Content starts
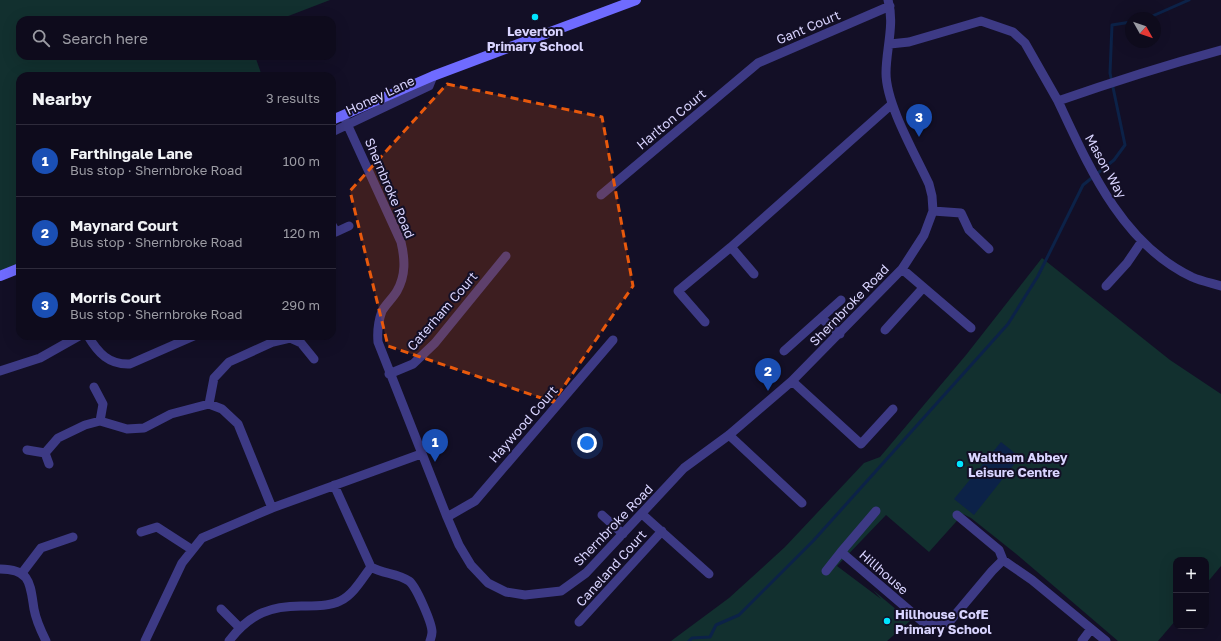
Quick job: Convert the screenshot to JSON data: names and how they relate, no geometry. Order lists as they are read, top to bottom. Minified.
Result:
{"streets":{"street":["Gant Court","Honey Lane","Harlton Court","Mason Way","Shernbroke Road","Caterham Court","Haywood Court","Caneland Court","Hillhouse"]},"crossings":[["Gant Court","Harlton Court"],["Gant Court","Shernbroke Road"],["Honey Lane","Shernbroke Road"],["Mason Way","Shernbroke Road"],["Shernbroke Road","Caterham Court"],["Shernbroke Road","Haywood Court"],["Shernbroke Road","Caneland Court"]],"places":["Leverton Primary School","Waltham Abbey Leisure Centre","Hillhouse CofE Primary School"],"north":"bottom right","page":{"search":"Search here","heading":["Nearby","3 results"],"pins":["3","2","1"],"list":[{"mark":"1","name":"Farthingale Lane","note":"Bus stop · Shernbroke Road","value":"100 m"},{"mark":"2","name":"Maynard Court","note":"Bus stop · Shernbroke Road","value":"120 m"},{"mark":"3","name":"Morris Court","note":"Bus stop · Shernbroke Road","value":"290 m"}],"map_buttons":["+","−"]}}
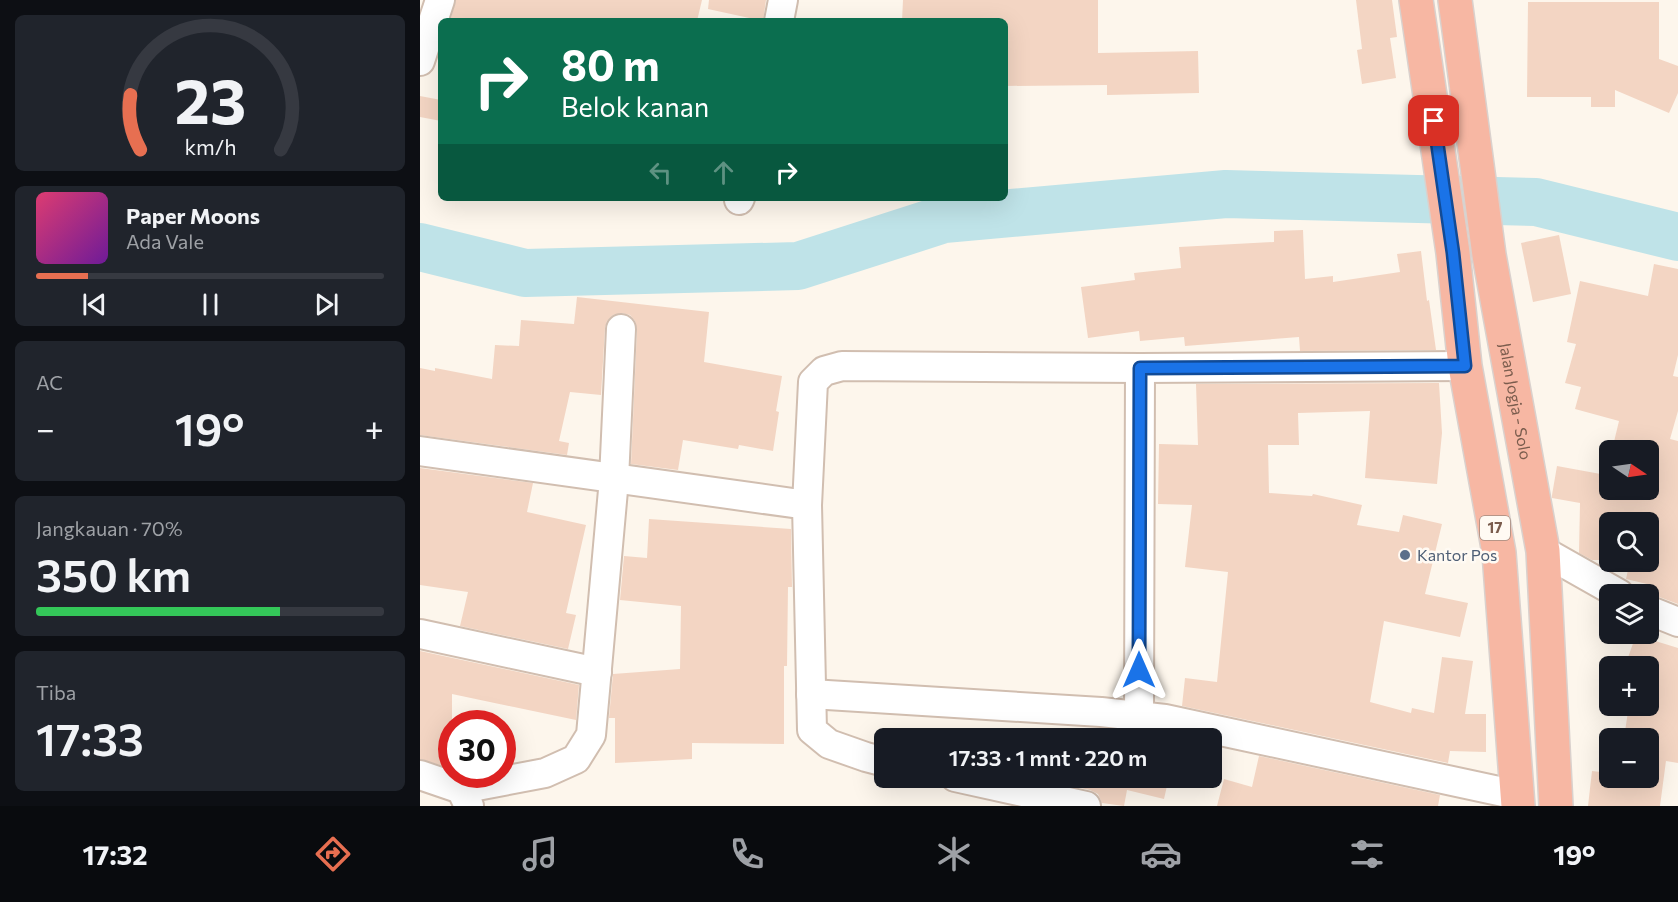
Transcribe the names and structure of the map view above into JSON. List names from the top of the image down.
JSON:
{
  "streets": {
    "highway": ["Jalan Jogja - Solo", "17"]
  },
  "places": ["Kantor Pos"],
  "north": "right",
  "page": {
    "turn": ["80 m", "Belok kanan"],
    "song": ["Paper Moons", "Ada Vale"],
    "tile": [
      "AC",
      ["Jangkauan · 70%", "350 km"],
      ["Tiba", "17:33"]
    ],
    "heat": ["−", "19°", "+"],
    "map_buttons": ["+", "−"],
    "limit": "30",
    "trip": "17:33 · 1 mnt · 220 m",
    "tabs": ["17:32", "19°"],
    "gauge": ["23", "km/h"]
  }
}
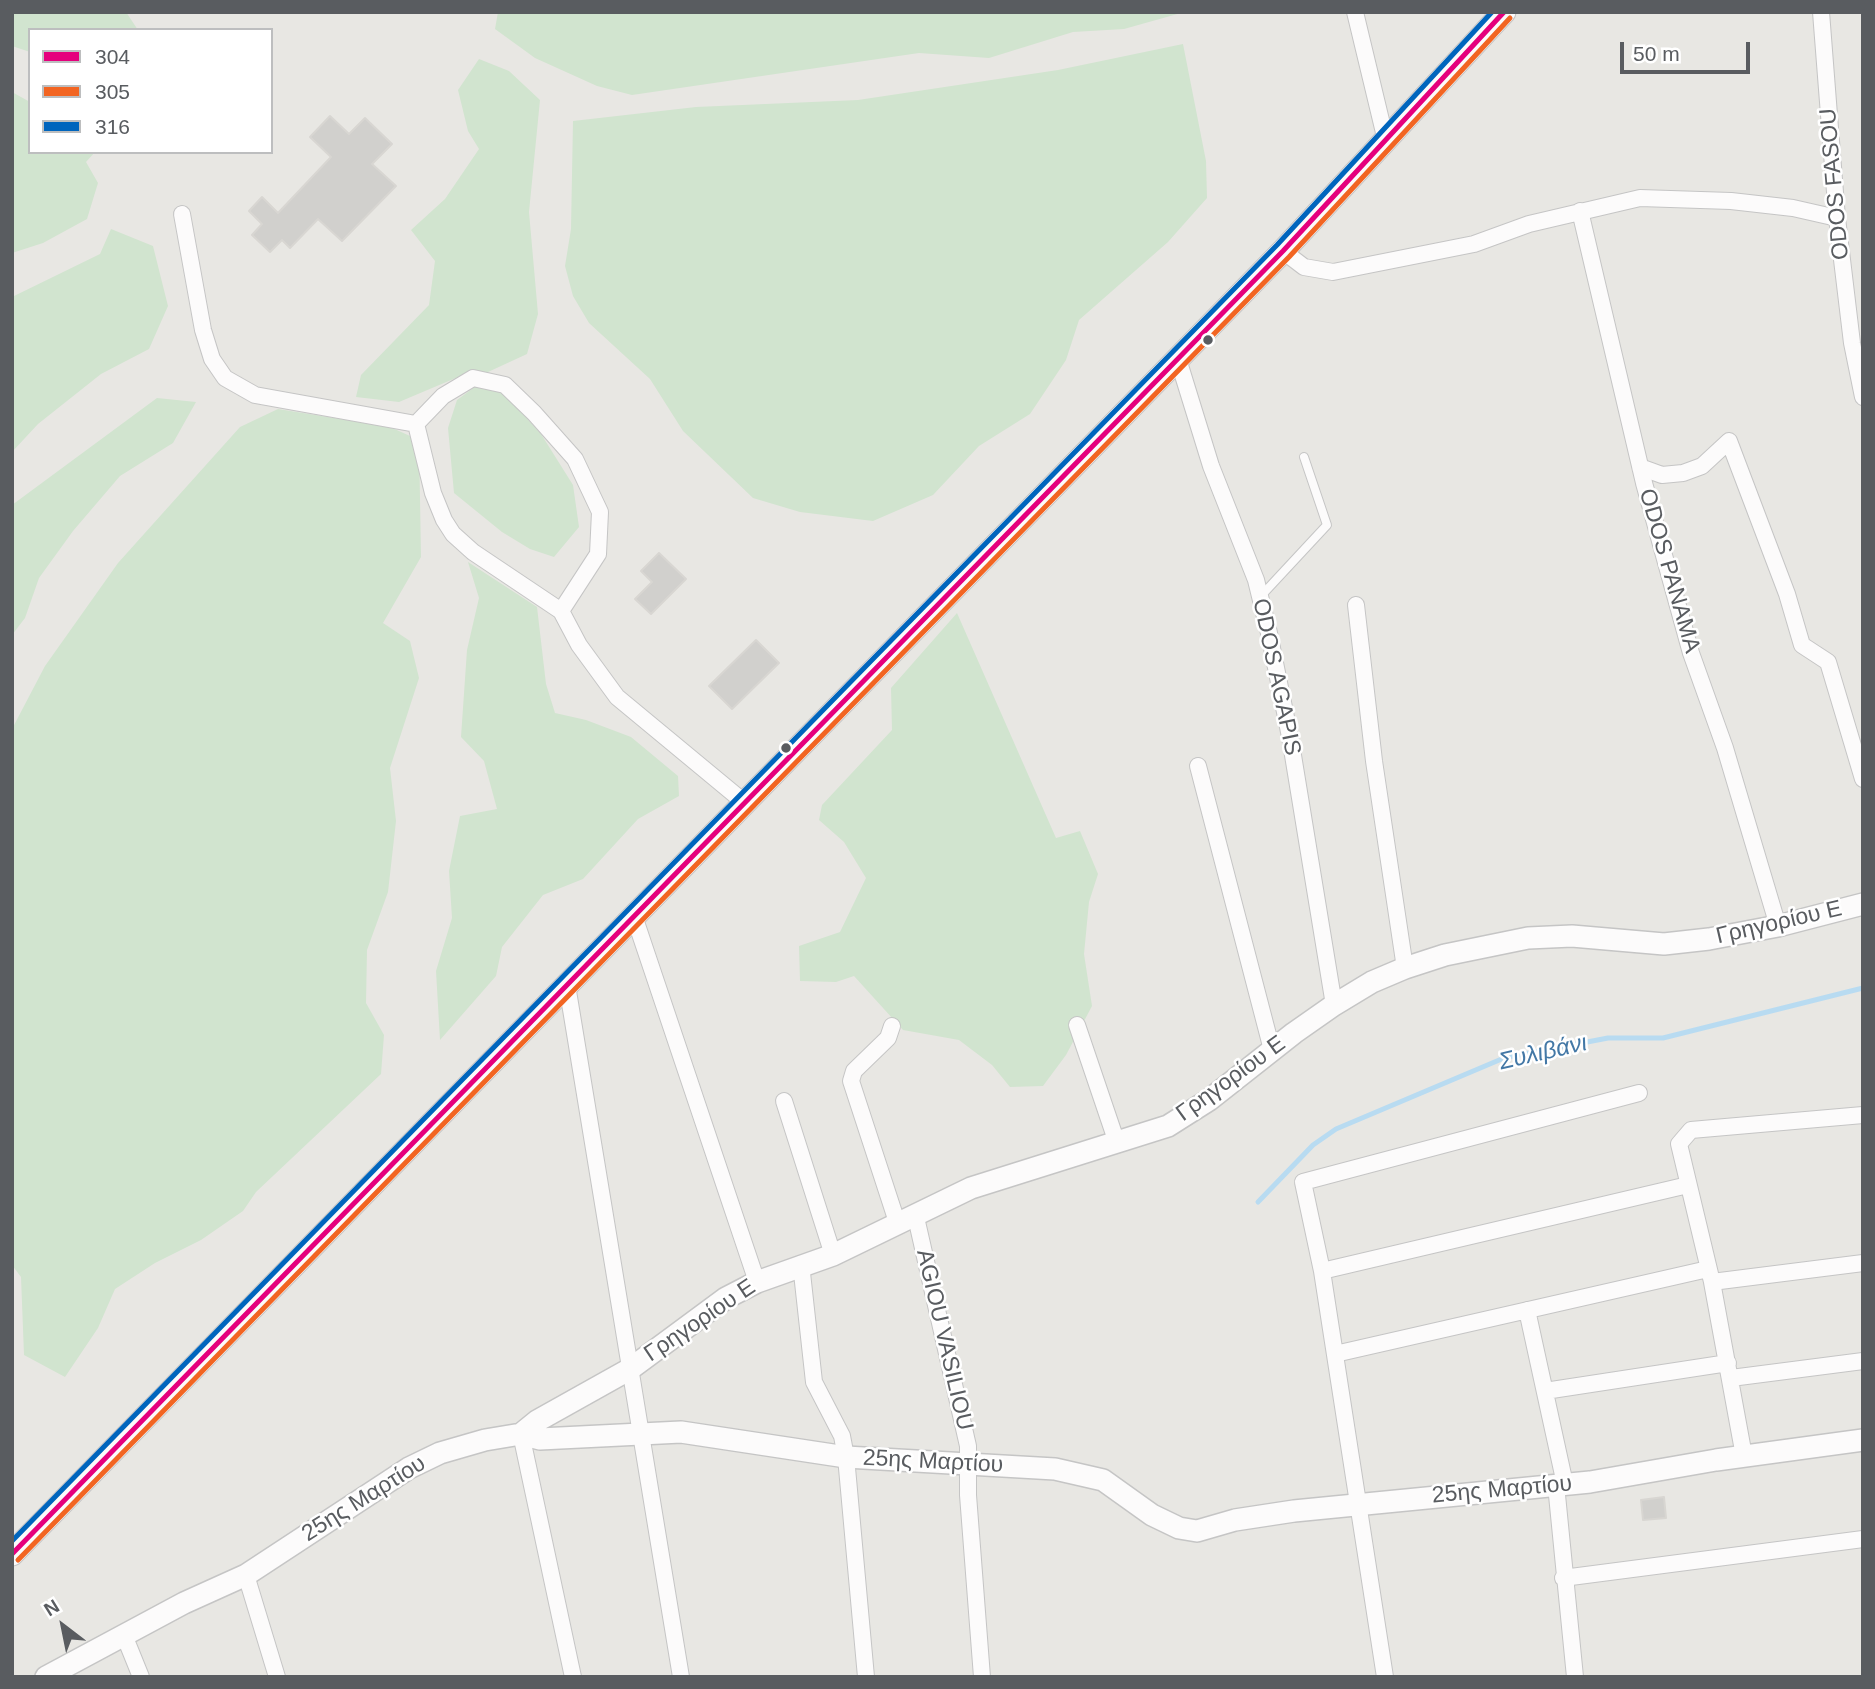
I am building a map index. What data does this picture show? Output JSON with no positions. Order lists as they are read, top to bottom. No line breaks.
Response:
{"streets":{"street":["ODOS FASOU","ODOS PANAMA","ODOS AGAPIS","Γρηγορίου Ε","AGIOU VASILIOU","25ης Μαρτίου"]},"crossings":[["ODOS PANAMA","Γρηγορίου Ε"],["ODOS AGAPIS","Γρηγορίου Ε"],["Γρηγορίου Ε","AGIOU VASILIOU"],["Γρηγορίου Ε","25ης Μαρτίου"],["AGIOU VASILIOU","25ης Μαρτίου"]],"water":["Συλιβάνι"],"lines":["transit line 304","transit line 316","transit line 305"],"legend":["304","305","316"],"scale_bar":"50 m","north":"top left"}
Content ends
The complete set of records should be written out again, pictures excluded.

Result of this task.
Quick job: Convert the screenshot to JSON data: names and how they relate, no geometry. Order lists as they are read, top to bottom. Minified.
Result:
{"streets":{"street":["Gant Court","Honey Lane","Harlton Court","Mason Way","Shernbroke Road","Caterham Court","Haywood Court","Caneland Court","Hillhouse"]},"crossings":[["Gant Court","Harlton Court"],["Gant Court","Shernbroke Road"],["Honey Lane","Shernbroke Road"],["Mason Way","Shernbroke Road"],["Shernbroke Road","Caterham Court"],["Shernbroke Road","Haywood Court"],["Shernbroke Road","Caneland Court"]],"places":["Leverton Primary School","Waltham Abbey Leisure Centre","Hillhouse CofE Primary School"],"north":"bottom right","page":{"search":"Search here","heading":["Nearby","3 results"],"pins":["3","2","1"],"list":[{"mark":"1","name":"Farthingale Lane","note":"Bus stop · Shernbroke Road","value":"100 m"},{"mark":"2","name":"Maynard Court","note":"Bus stop · Shernbroke Road","value":"120 m"},{"mark":"3","name":"Morris Court","note":"Bus stop · Shernbroke Road","value":"290 m"}],"map_buttons":["+","−"]}}
Transcribe the names and structure of the map view above into JSON. List names from the top of the image down.
JSON:
{
  "streets": {
    "highway": ["Jalan Jogja - Solo", "17"]
  },
  "places": ["Kantor Pos"],
  "north": "right",
  "page": {
    "turn": ["80 m", "Belok kanan"],
    "song": ["Paper Moons", "Ada Vale"],
    "tile": [
      "AC",
      ["Jangkauan · 70%", "350 km"],
      ["Tiba", "17:33"]
    ],
    "heat": ["−", "19°", "+"],
    "map_buttons": ["+", "−"],
    "limit": "30",
    "trip": "17:33 · 1 mnt · 220 m",
    "tabs": ["17:32", "19°"],
    "gauge": ["23", "km/h"]
  }
}
I am building a map index. What data does this picture show? Output JSON with no positions. Order lists as they are read, top to bottom. No line breaks.
Response:
{"streets":{"street":["ODOS FASOU","ODOS PANAMA","ODOS AGAPIS","Γρηγορίου Ε","AGIOU VASILIOU","25ης Μαρτίου"]},"crossings":[["ODOS PANAMA","Γρηγορίου Ε"],["ODOS AGAPIS","Γρηγορίου Ε"],["Γρηγορίου Ε","AGIOU VASILIOU"],["Γρηγορίου Ε","25ης Μαρτίου"],["AGIOU VASILIOU","25ης Μαρτίου"]],"water":["Συλιβάνι"],"lines":["transit line 304","transit line 316","transit line 305"],"legend":["304","305","316"],"scale_bar":"50 m","north":"top left"}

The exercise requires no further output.